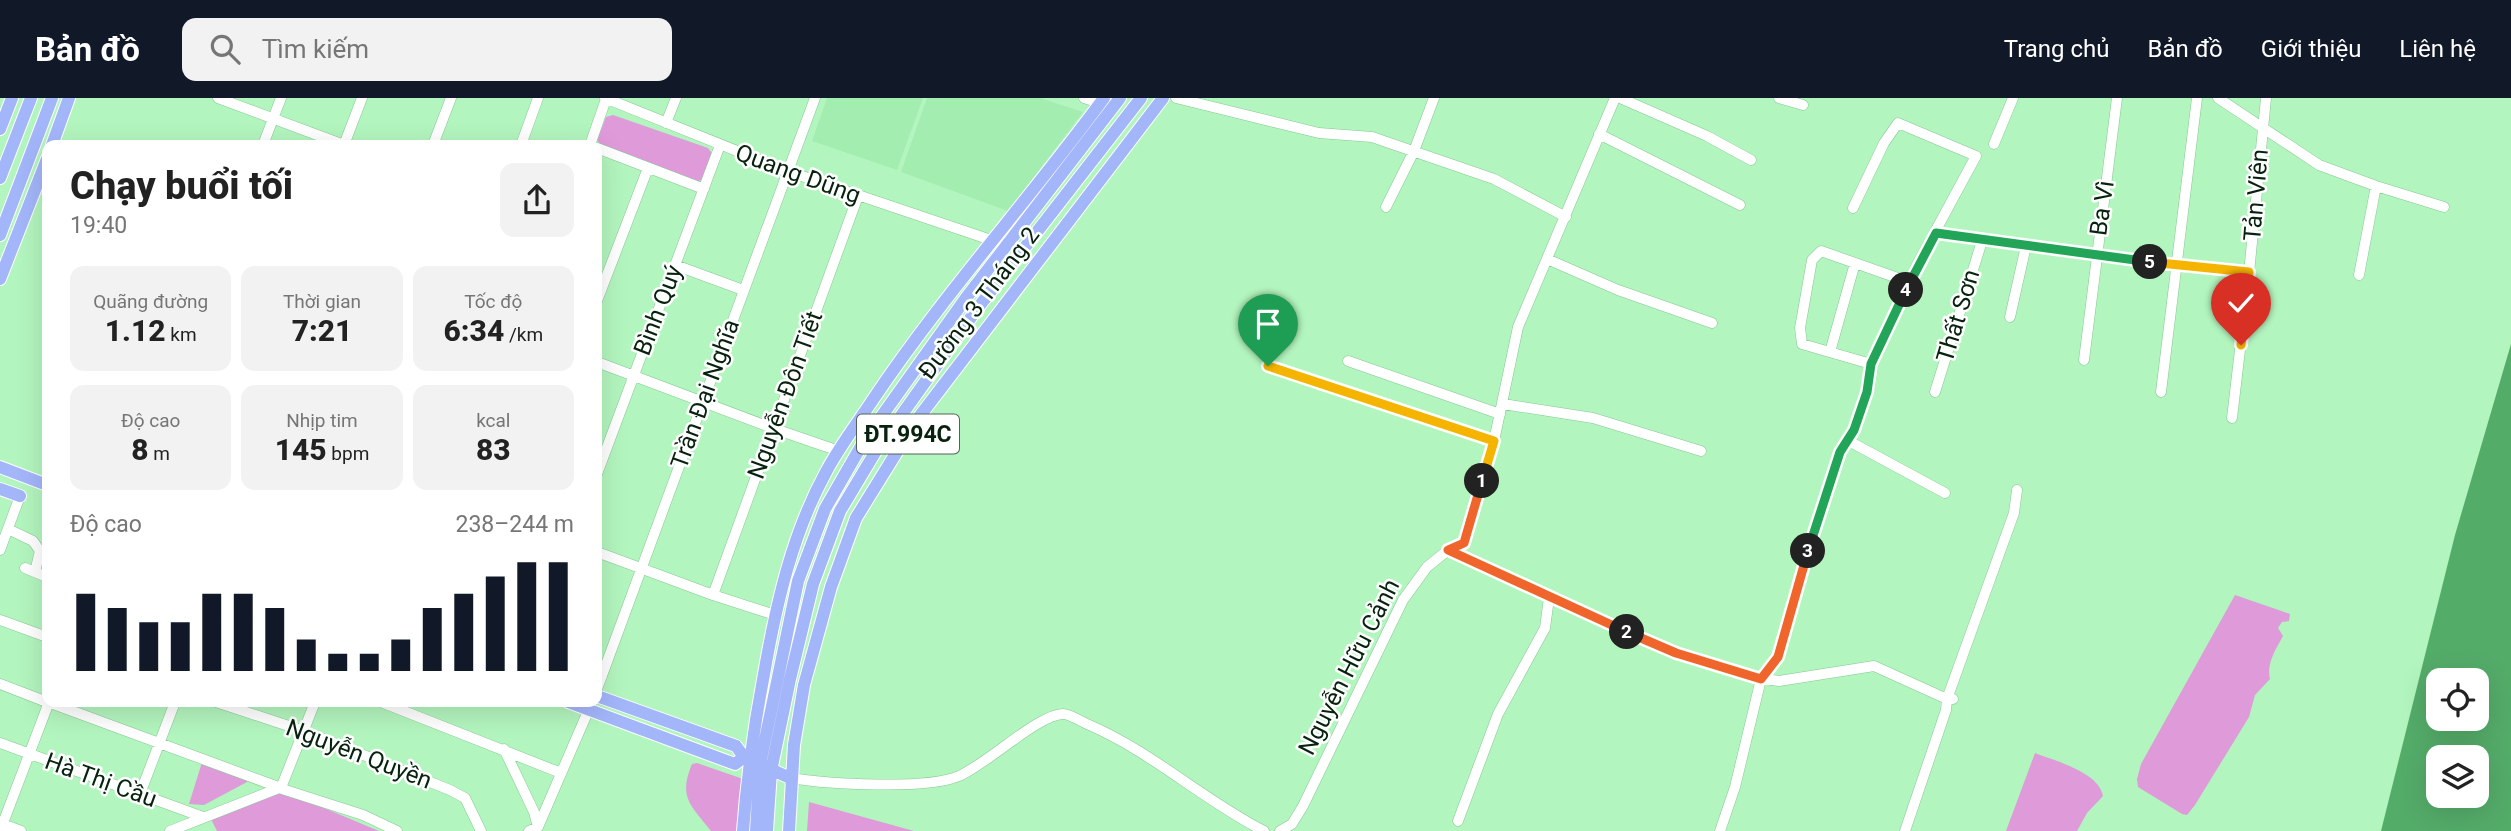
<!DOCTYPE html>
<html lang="vi">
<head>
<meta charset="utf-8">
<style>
	:root { --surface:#fff; --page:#f2f2f2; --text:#222; --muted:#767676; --accent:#111827 }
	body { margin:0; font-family:Roboto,sans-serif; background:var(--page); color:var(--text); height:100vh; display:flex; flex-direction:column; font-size:26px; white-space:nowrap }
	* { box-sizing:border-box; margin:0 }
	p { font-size:23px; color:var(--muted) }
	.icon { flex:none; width:38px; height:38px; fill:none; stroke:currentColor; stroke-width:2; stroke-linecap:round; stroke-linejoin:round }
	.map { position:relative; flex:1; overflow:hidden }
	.sheet { position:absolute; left:42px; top:42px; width:560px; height:567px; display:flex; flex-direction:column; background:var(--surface); border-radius:14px; box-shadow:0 7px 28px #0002 }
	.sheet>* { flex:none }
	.controls { position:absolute; left:2426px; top:570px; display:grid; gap:14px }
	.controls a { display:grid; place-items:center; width:63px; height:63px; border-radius:14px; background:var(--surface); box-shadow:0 7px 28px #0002; font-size:35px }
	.pin { position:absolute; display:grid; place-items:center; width:60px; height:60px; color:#fff; margin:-72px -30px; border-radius:50% 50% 50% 0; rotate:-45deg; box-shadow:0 0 7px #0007 }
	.pin .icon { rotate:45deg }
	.km { position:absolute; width:35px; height:35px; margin:-18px; border-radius:50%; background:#222; color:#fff; font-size:19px; line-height:35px; text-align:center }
	.round { display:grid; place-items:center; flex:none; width:74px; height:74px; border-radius:14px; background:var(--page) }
	.summary { display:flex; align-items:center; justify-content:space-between; height:119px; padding:0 28px }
	h1 { font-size:38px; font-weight:800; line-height:52px }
	.figures { display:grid; grid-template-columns:repeat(3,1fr); gap:10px; height:119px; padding:7px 28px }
	.figures div { display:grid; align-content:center; border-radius:14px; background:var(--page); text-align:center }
	.figures b { font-size:30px; font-weight:800 }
	.figures small { font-size:19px; font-weight:400 }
	.figures p { font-size:19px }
	.chart { height:196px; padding:14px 28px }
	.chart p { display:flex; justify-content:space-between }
	.chart svg { width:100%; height:126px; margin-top:7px; stroke:var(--accent); stroke-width:6 }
	header { display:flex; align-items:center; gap:42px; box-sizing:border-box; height:98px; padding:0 35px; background:var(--accent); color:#fff }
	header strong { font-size:33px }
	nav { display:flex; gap:38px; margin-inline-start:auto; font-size:24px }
	.search { width:490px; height:63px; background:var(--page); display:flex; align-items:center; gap:18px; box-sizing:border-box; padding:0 24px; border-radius:14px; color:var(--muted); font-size:26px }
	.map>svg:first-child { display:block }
	.built { fill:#a4edb1 }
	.green { fill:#df9ad9 }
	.water { fill:#54ac69; fill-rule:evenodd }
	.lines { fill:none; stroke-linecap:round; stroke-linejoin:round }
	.minor-casing { stroke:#87c894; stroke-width:11 }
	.major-casing { stroke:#fff; stroke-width:14 }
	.minor { stroke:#fff; stroke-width:10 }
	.major { stroke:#a3b6fa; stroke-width:12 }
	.split-1-casing { stroke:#fff; stroke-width:14 }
	.split-2-casing { stroke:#fff; stroke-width:14 }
	.split-3-casing { stroke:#fff; stroke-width:14 }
	.split-4-casing { stroke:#fff; stroke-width:14 }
	.split-5-casing { stroke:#fff; stroke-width:14 }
	.split-6-casing { stroke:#fff; stroke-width:14 }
	.split-1 { stroke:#f5b400; stroke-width:9 }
	.split-2 { stroke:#f0652b; stroke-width:9 }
	.split-3 { stroke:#f0652b; stroke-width:9 }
	.split-4 { stroke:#22a559; stroke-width:9 }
	.split-5 { stroke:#22a559; stroke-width:9 }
	.split-6 { stroke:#f5b400; stroke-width:9 }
	.labels { text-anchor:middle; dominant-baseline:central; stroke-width:5; stroke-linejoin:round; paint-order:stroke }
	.shield { fill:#fff; stroke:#516456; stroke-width:2 }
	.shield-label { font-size:23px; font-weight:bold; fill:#07220e }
	.street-label { font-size:24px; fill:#07220e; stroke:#fff }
</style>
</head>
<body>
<header>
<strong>Bản đồ</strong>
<div class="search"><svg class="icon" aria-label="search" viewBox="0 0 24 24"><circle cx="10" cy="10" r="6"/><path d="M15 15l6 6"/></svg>Tìm kiếm</div>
<nav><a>Trang chủ</a><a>Bản đồ</a><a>Giới thiệu</a><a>Liên hệ</a></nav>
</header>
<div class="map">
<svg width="2511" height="733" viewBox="0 0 2511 733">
	<rect width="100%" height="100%" fill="#b3f5be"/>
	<path class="built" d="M 827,0 L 923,0 L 897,72 L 812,43 Z
		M 927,0 L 1040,0 L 1083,14 L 1008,113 L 901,74 Z"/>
	<path class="green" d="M 613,17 L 708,50 L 713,57 L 704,81 L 696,84 L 602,48 L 597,42 L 606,19 Z
		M 2235,497 L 2290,516 L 2289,523 L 2282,524 L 2278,530 L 2283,538 C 2276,551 2266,566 2270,581 L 2255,597 L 2249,619 L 2195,707 L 2187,717 L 2182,716 L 2138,689 L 2137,681 L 2141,666 Z
		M 2035,655 C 2055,663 2099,674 2103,698 L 2087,715 L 2077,733 L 2006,733 Z
		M 203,661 L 248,680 L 247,684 L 204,707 L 189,706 Z
		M 697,665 L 743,681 L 741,733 L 711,733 C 691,707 678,700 692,666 Z
		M 276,693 L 293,697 L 379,733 L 217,733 L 212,723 L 213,720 Z
		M 809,704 L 914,733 L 807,733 Z"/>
	<path class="water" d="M 2511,246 L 2511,733 L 2381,733 L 2455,437 ZM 2438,583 L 2476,583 L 2476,621 L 2438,621 ZM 2438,660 L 2476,660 L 2476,698 L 2438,698 Z"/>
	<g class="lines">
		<g class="minor-casing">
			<path id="minor" d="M 218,0 L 344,47
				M 605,0 L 787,73 L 994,143 L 1004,150
				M 1084,0 L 1100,5
				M 1176,0 L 1319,35 L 1372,39 L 1494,81 L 1566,119
				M 1620,0 L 1707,38 L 1751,62
				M 1779,0 L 1803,7
				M 2218,0 L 2319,67 L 2376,88 L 2444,109
				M 666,25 L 676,0
				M 1599,36 L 1740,107
				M 1994,46 L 2013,0
				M 263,47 L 281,0
				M 344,47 L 362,0
				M 433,47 L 451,0
				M 521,47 L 538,0
				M 590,47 L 606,1
				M 597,50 L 704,91
				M 1386,109 L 1414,53 L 1434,0
				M 1936,135 L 2096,158 L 2249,175
				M 1547,161 L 1618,192 L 1712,225
				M 675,167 L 743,192
				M 2359,177 L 2376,88
				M 597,203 L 648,70
				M 2010,219 L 2026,148
				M 1830,254 L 1855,165
				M 2084,262 L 2117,0
				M 1348,263 L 1500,316
				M 597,264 L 772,330 L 839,353
				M 1871,266 L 1802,246 L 1800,230 L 1812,162 L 1821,153 L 1909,184
				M 1268,268 L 1494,343
				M 1935,294 L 1982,143
				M 2161,294 L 2197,0
				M 1503,306 L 1593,320 L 1701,353
				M 2232,320 L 2249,175 L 2266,0
				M 1847,342 L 1945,395
				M 597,376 L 720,47
				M 8,431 L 33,443 L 40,453 L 35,474
				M 0,452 L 20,398
				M 1448,452 L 1572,510 L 1677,555 L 1757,580 L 1779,583 L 1874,568 L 1947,601 L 1953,601
				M 597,454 L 713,497 L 775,517
				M 25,470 L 47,479
				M 713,497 L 858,98
				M 0,522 L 47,539
				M 0,586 L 47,604
				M 597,591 L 815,0
				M 48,604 L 281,690 L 315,604
				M 216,604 L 304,633 L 450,692 L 465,700 L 481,733
				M 381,604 L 561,675
				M 0,645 L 203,719
				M 504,651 L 534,714 L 538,729
				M 790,680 C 828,686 926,692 959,678 C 987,666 1039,616 1063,616 C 1070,616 1080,623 1087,626 C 1151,653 1203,702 1264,733
				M 140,696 L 175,604
				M 1458,723 L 1498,616 L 1545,530 L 1549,500
				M 0,725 L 21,733
				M 0,733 L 49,604
				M 170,733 L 279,690 L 363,717 L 397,733
				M 529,733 L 538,729 L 592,604
				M 1280,733 L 1292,726 L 1303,708 L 1403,502 L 1427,469 L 1448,452 L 1464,445 L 1494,343 L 1518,229 L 1615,0
				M 1720,733 L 1735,689 L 1761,581 L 1778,559 L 1794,498 L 1823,405 L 1840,354 L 1854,332 L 1867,294 L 1871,266 L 1917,167 L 1976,58 L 1898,25 L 1884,45 L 1853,110
				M 1905,733 L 1946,612 L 1947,601 L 2014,415 L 2017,392"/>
		</g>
		<g class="major-casing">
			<path id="major" d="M 0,31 L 12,0
				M 52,47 L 69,0
				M 0,80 L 31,0
				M 0,137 L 52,0
				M 0,181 L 47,61
				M 0,369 L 47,387
				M 0,391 L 20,398
				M 597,598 L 736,648 L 744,659 L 790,680
				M 568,604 L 735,666 L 744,659
				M 743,733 C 747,680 754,628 764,576 C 776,507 792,436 826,374 C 839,349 857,326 872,303 C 943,197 1029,102 1104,0
				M 756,733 L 760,666 L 798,483 L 825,411 L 864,343 L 966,200 L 1120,0
				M 767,733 L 771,673 L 790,581 L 813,486 L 840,413 L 876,353 L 977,211 L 1141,0
				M 789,733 L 794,647 L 804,587 L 831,489 L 856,420 L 916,323 L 1163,0"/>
		</g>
		<use href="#minor" class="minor"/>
		<use href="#major" class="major"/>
	</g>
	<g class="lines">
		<g class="split-1-casing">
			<path id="split-1" d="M 1268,268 L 1494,343 L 1482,383"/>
		</g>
		<g class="split-2-casing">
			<path id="split-2" d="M 1482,383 L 1464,445 L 1448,452 L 1627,534"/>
		</g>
		<g class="split-3-casing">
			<path id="split-3" d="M 1627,534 L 1676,555 L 1761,581 L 1778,559 L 1808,453"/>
		</g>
		<g class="split-4-casing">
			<path id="split-4" d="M 1808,453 L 1840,354 L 1854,332 L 1867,294 L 1871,266 L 1906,192"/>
		</g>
		<g class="split-5-casing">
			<path id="split-5" d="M 1906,192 L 1936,135 L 2150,164"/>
		</g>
		<g class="split-6-casing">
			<path id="split-6" d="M 2150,164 L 2249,174 L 2241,247"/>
		</g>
		<use href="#split-1" class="split-1"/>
		<use href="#split-2" class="split-2"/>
		<use href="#split-3" class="split-3"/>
		<use href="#split-4" class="split-4"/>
		<use href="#split-5" class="split-5"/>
		<use href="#split-6" class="split-6"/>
	</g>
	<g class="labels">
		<rect class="shield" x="857" y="316.5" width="102" height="39" rx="5"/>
		<g class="shield-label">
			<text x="908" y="336">ĐT.994C</text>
		</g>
		<g class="street-label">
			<text transform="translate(798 76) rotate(20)">Quang Dũng</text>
			<text transform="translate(2256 97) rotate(-85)">Tản Viên</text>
			<text transform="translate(2102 110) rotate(-82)">Ba Vì</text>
			<text transform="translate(979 205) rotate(-53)">Đường 3 Tháng 2</text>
			<text transform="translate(658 212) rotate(-69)">Bình Quý</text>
			<text transform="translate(1958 218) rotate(-73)">Thất Sơn</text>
			<text transform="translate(705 296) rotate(-70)">Trần Đại Nghĩa</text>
			<text transform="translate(785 297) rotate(-70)">Nguyễn Đôn Tiết</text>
			<text transform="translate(1349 569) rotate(-63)">Nguyễn Hữu Cảnh</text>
			<text transform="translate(359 656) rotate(21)">Nguyễn Quyền</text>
			<text transform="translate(101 682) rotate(20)">Hà Thị Cầu</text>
		</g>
	</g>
</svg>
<div class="controls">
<a><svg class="icon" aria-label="locate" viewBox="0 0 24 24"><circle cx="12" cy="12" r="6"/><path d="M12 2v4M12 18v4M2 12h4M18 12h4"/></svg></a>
<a><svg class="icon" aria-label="layers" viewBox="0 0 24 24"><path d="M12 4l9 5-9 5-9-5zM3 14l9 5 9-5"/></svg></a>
</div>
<div class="pin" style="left:1268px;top:268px;background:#1e9e55"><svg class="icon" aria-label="arrive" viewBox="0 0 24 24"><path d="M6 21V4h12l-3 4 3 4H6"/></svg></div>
<div class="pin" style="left:2241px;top:247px;background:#d93025"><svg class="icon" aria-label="check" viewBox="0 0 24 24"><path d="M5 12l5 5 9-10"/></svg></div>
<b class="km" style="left:1482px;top:383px">1</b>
<b class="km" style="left:1627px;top:534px">2</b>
<b class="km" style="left:1808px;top:453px">3</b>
<b class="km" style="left:1906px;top:192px">4</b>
<b class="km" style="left:2150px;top:164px">5</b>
<section class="sheet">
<div class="summary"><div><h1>Chạy buổi tối</h1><p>19:40</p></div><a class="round"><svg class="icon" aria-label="share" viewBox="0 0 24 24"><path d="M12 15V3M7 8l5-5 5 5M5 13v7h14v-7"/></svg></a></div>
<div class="figures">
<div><p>Quãng đường</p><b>1.12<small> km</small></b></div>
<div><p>Thời gian</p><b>7:21</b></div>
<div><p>Tốc độ</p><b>6:34<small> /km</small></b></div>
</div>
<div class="figures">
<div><p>Độ cao</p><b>8<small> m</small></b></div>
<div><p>Nhịp tim</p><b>145<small> bpm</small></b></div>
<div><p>kcal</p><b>83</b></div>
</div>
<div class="chart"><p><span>Độ cao</span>238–244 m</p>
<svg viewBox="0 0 160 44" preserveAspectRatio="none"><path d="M5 44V17M15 44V22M25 44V27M35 44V27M45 44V17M55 44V17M65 44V22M75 44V33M85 44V38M95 44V38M105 44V33M115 44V22M125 44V17M135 44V11M145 44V6M155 44V6"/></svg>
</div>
</section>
</div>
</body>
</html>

###

## What to work on
Copy out whichever lines of the listing contain the word "direction".

## Your solution
	body { margin:0; font-family:Roboto,sans-serif; background:var(--page); color:var(--text); height:100vh; display:flex; flex-direction:column; font-size:26px; white-space:nowrap }
	.sheet { position:absolute; left:42px; top:42px; width:560px; height:567px; display:flex; flex-direction:column; background:var(--surface); border-radius:14px; box-shadow:0 7px 28px #0002 }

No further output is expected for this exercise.